Em novembro do ano passado, em entrevista ao jornal “O Globo”, o Cacique Raoni (principal liderança indígena do nosso país) disse que Lula não cumpriu o que prometeu: “Ele me prometeu que iria fazer ações em prol dos povos indígenas, para que não existam mais essas ameaças e violência contra nós. E isso não está acontecendo”. Importante ressaltar que Raoni subiu a rampa do Planalto com Lula, na posse em Brasília.

“Pão e circo” não protegem vidas e territórios indígenas

Mês passado, na presença do presidente francês Emmanuel Macron, em Belém (PA), Cacique Raoni voltou a fazer cobranças públicas a Lula: “Quero pedir novamente que você trabalhe para acabar com o desmatamento, demarcar as terras indígenas, para as comunidades que não têm terra ainda. Quero pedir que você apoie a Funai e ela tenha orçamento para fazer o trabalho para as comunidades indígenas”.

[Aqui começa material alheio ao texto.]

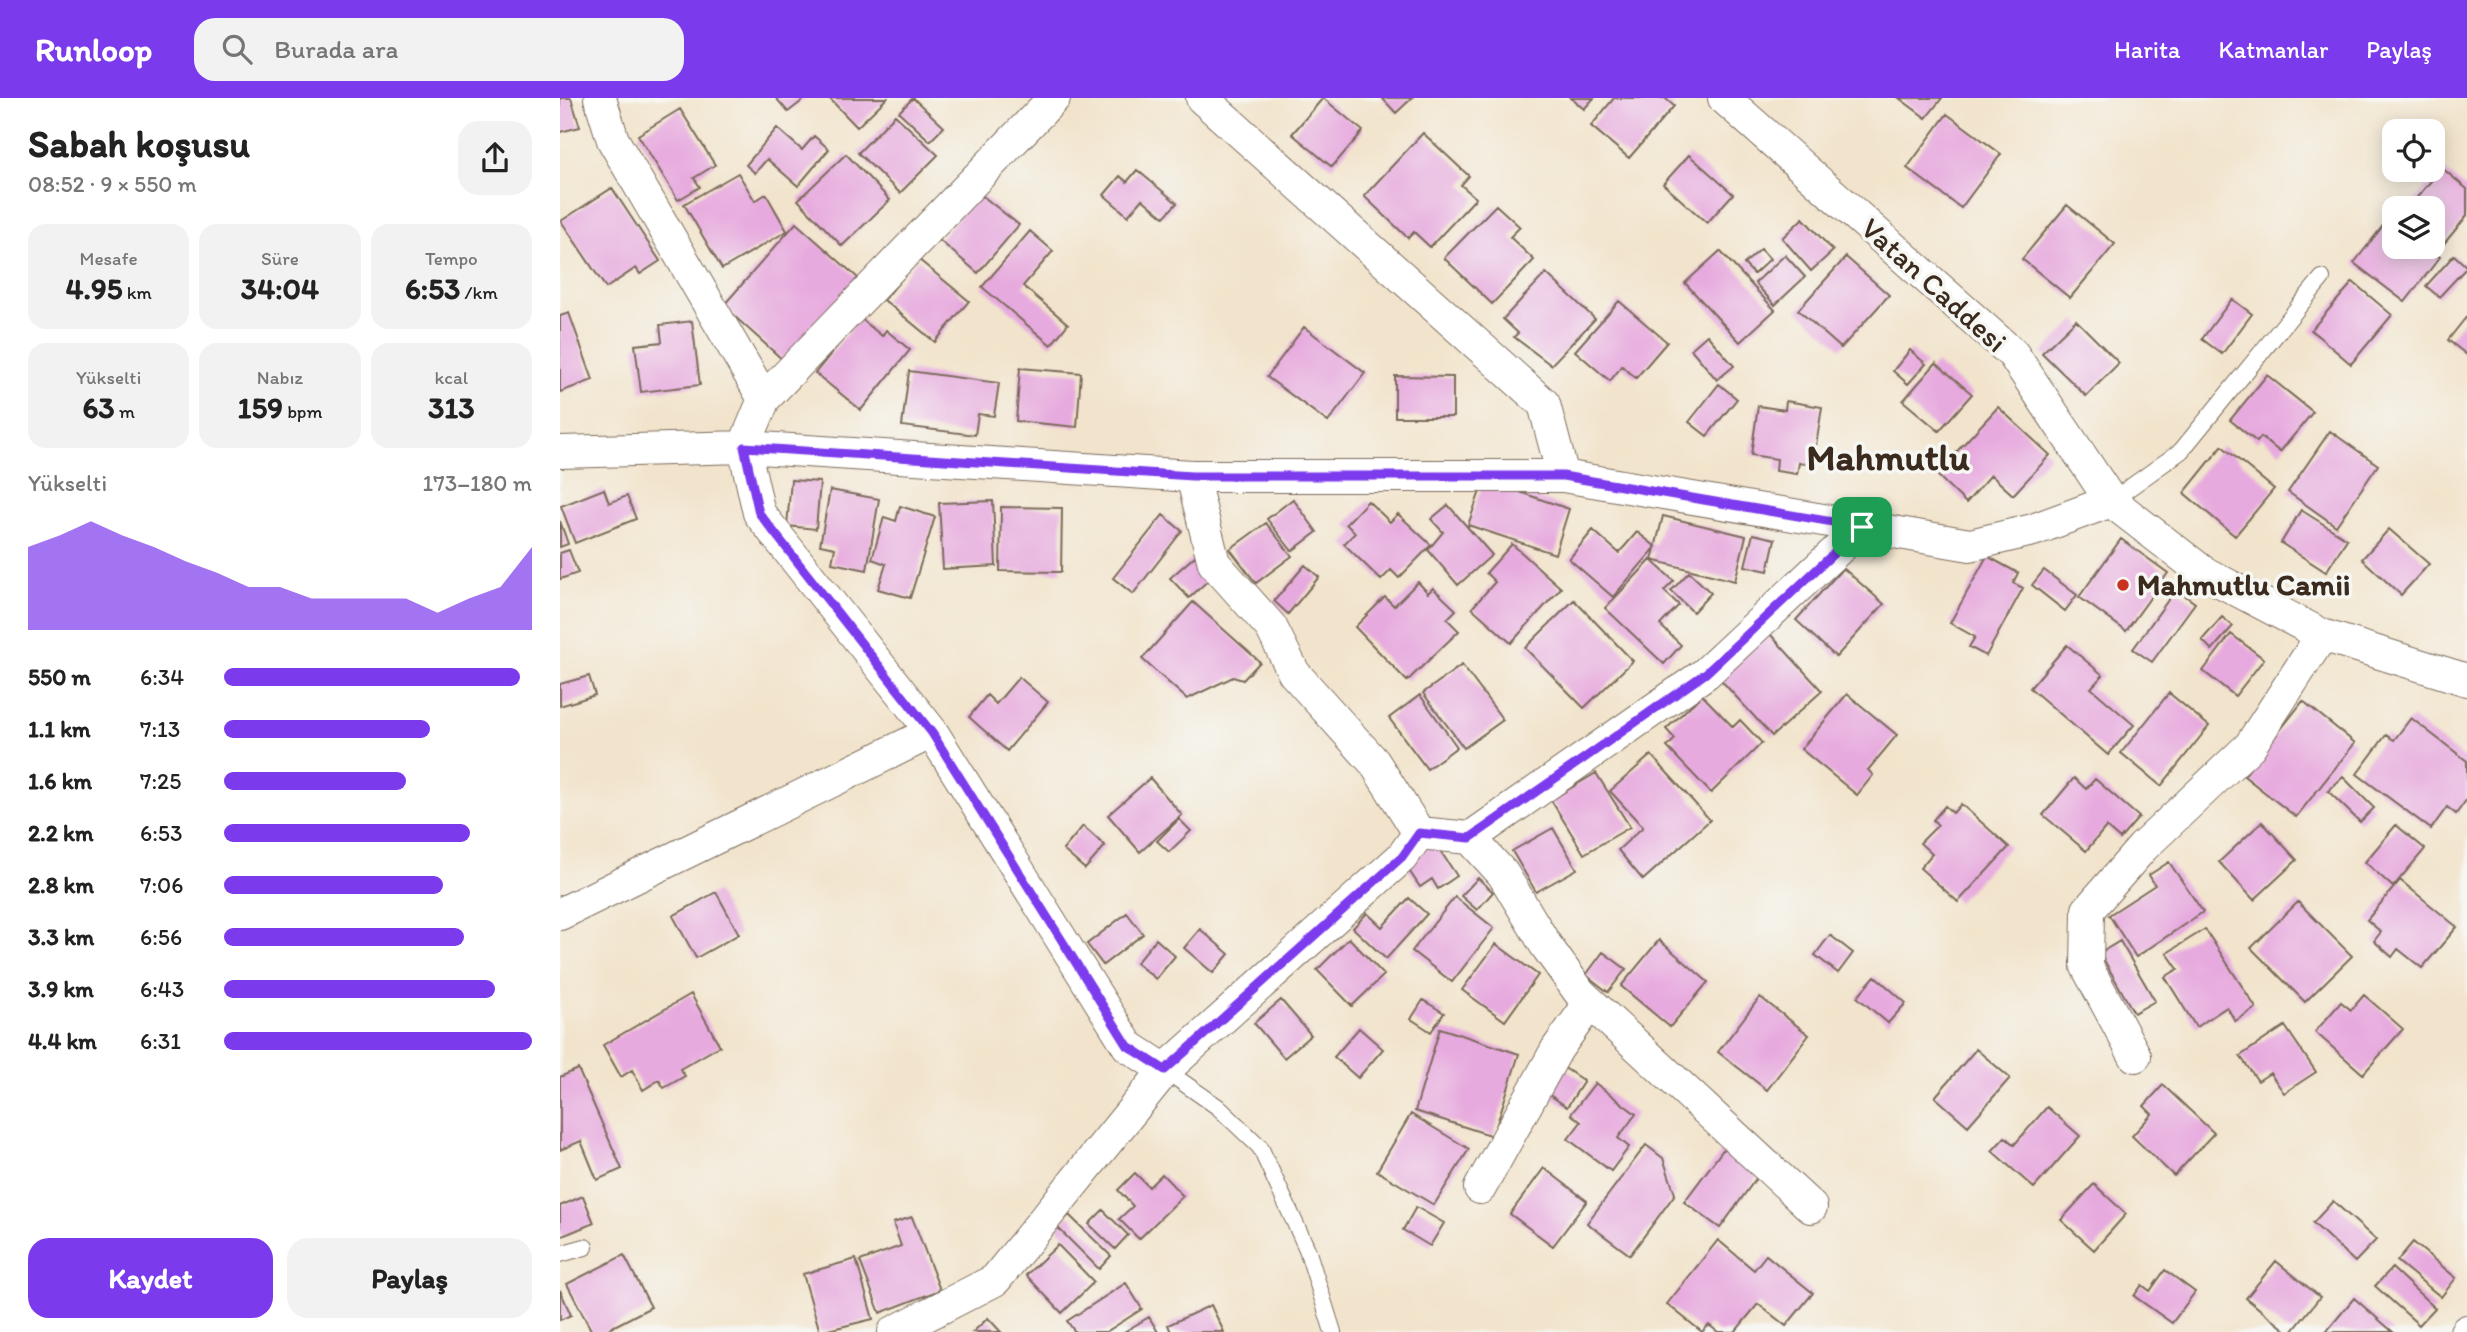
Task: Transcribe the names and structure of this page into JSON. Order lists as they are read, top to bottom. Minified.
{"streets":{"street":["Vatan Caddesi"]},"districts":["Mahmutlu"],"places":["Mahmutlu Camii"],"page":{"header":"Runloop","search":"Burada ara","nav":["Harita","Katmanlar","Paylaş"],"heading":["Sabah koşusu","08:52 · 9 × 550 m"],"stats":[["Mesafe","4.95 km"],["Süre","34:04"],["Tempo","6:53 /km"],["Yükselti","63 m"],["Nabız","159 bpm"],["kcal","313"]],"chart":["Yükselti","173–180 m"],"list":[{"name":"550 m","note":"6:34"},{"name":"1.1 km","note":"7:13"},{"name":"1.6 km","note":"7:25"},{"name":"2.2 km","note":"6:53"},{"name":"2.8 km","note":"7:06"},{"name":"3.3 km","note":"6:56"},{"name":"3.9 km","note":"6:43"},{"name":"4.4 km","note":"6:31"}],"buttons":["Kaydet","Paylaş"]}}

Em janeiro deste ano, após a anuncio de que o garimpo estava de volta à Terra Yanomami, o ativista Daniel Munduruku criticou o Ministério dos Povos Indígenas (MPI), classificando a pasta como um espaço “cirandeiro”, que reproduz a “política do pão e circo”, com “muita festa, muita viagem internacional” e pouca ação.

Em reportagem publicada recentemente pelo portal “Sumaúma”, várias lideranças indígenas classificaram como importante a criação do MPI, mas também afirmaram que o governo Lula não tomou a pauta dos povos indígenas para si. A reportagem mostrou, em levantamento na agenda oficial do presidente, que, nos 14 meses de governo, a Ministra Sonia Guajajara (PSOL) teve apenas três audiências privadas com Lula para tratar de assuntos de seu ministério.

Lula sem convite para o Acampamento Terra Livre

De 22 a 26 de abril, acontecerá o Acampamento Terra Livre (ATL), em Brasília. São 20 anos do evento nascido de um protesto que durou dias, defronte ao Ministério da Justiça, culminando na ocupação do Congresso Nacional, em 2004.

As lideranças cogitam não convidar o presidente Lula para o evento, mas cobrar que os indígenas sejam recebidos no Palácio do Planalto, para debater suas reivindicações, principalmente as demarcações dos territórios. “A falta de mais demarcações foi uma grande decepção para a gente”, disse Toya Manchineri, dirigente da Coordenação das Organizações Indígenas da Amazônia Brasileira (Coiab), ao portal “Sumaúma”.

Valdelice Veron diante da imagem de seu pai, o cacique Marcos Veron, assassinado em 2003 | Fotos: Jeferson Choma

“Sem enfrentamento, não vamos conseguir nossas reivindicações”

A líder indígena Guarani-Kaiowá, do Estado do Mato Grosso do Sul, Valdelice Veron, ressaltou ao Opinião Socialista a expectativa dos povos indígenas com o governo Lula: “Tem uma expectativa que, no atual governo, as coisas mudem, mas não dá para contar com isso 100%. Nós temos que ir para a luta, para o enfrentamento. Sabemos que, sem o enfrentamento, sem a luta e a mobilização, não vamos conseguir nossas reivindicações”.

Valdelice Veron também destacou o papel de resistência que a ATL tem que cumprir: “20 anos de luta e de resistência. É um espaço de resiliência, de encontro de povos que realizam alianças políticas conforme a cosmologia indígena, para irmos à luta pela proteção e demarcação dos territórios indígenas”.

Os indígenas Guarani-Kaiowá são um dos povos mais atacados por ruralistas no Mato Grosso do Sul, estado que tem a maior população indígena na região Centro-Oeste. “É um estado marcado por conflitos territoriais, contra a expulsão das comunidades indígenas de suas terras, para garantir a redistribuição para a exploração agrária do território e, assim, nos embates que hoje travamos pela retomada das terras e pela demarcação de nossos territórios”, finalizou Valdelice Veron.